» WHAT TO PRODUCE:
Using the listing below, copy every line that mentions "Plaza".

» THE DATA:
_ _ _ _
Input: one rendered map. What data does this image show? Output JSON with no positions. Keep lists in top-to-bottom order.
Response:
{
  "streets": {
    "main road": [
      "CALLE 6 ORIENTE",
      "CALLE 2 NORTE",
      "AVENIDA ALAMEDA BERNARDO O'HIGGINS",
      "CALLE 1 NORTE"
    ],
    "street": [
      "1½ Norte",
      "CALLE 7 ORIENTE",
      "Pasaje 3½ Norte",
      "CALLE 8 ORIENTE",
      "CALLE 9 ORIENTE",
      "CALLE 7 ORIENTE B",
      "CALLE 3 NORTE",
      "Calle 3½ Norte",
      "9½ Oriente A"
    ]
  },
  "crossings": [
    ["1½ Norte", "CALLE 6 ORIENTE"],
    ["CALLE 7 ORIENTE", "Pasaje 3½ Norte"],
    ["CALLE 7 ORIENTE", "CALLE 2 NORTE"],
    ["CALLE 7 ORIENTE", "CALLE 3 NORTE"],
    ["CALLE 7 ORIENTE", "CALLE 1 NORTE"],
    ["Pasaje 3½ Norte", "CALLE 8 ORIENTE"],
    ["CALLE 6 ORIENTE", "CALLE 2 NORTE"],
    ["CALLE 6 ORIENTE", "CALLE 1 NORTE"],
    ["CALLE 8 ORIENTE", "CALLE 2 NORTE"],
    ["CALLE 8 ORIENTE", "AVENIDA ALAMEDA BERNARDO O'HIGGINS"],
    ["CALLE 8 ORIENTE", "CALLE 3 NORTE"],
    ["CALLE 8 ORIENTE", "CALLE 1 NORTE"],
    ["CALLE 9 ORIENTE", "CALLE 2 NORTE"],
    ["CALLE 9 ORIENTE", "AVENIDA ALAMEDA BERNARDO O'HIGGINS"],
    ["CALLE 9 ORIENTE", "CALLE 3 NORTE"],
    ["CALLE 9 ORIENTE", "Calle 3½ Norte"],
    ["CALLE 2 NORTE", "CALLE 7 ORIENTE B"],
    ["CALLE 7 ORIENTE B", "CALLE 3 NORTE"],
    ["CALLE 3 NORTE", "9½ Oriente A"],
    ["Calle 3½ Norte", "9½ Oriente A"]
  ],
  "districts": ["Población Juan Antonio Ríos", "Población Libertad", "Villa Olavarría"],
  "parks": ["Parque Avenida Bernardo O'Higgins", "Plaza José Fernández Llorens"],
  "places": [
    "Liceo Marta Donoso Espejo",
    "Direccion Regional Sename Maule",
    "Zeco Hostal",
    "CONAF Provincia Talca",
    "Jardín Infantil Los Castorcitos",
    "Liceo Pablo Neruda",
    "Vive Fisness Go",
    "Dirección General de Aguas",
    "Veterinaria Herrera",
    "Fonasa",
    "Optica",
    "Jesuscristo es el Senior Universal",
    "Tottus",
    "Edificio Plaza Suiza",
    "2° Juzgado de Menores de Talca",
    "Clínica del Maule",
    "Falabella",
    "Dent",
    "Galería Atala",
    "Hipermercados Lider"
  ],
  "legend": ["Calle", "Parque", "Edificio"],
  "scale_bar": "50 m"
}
_ _ _ _
» PROBLEM SOLUTION:
  "parks": ["Parque Avenida Bernardo O'Higgins", "Plaza José Fernández Llorens"],
    "Edificio Plaza Suiza",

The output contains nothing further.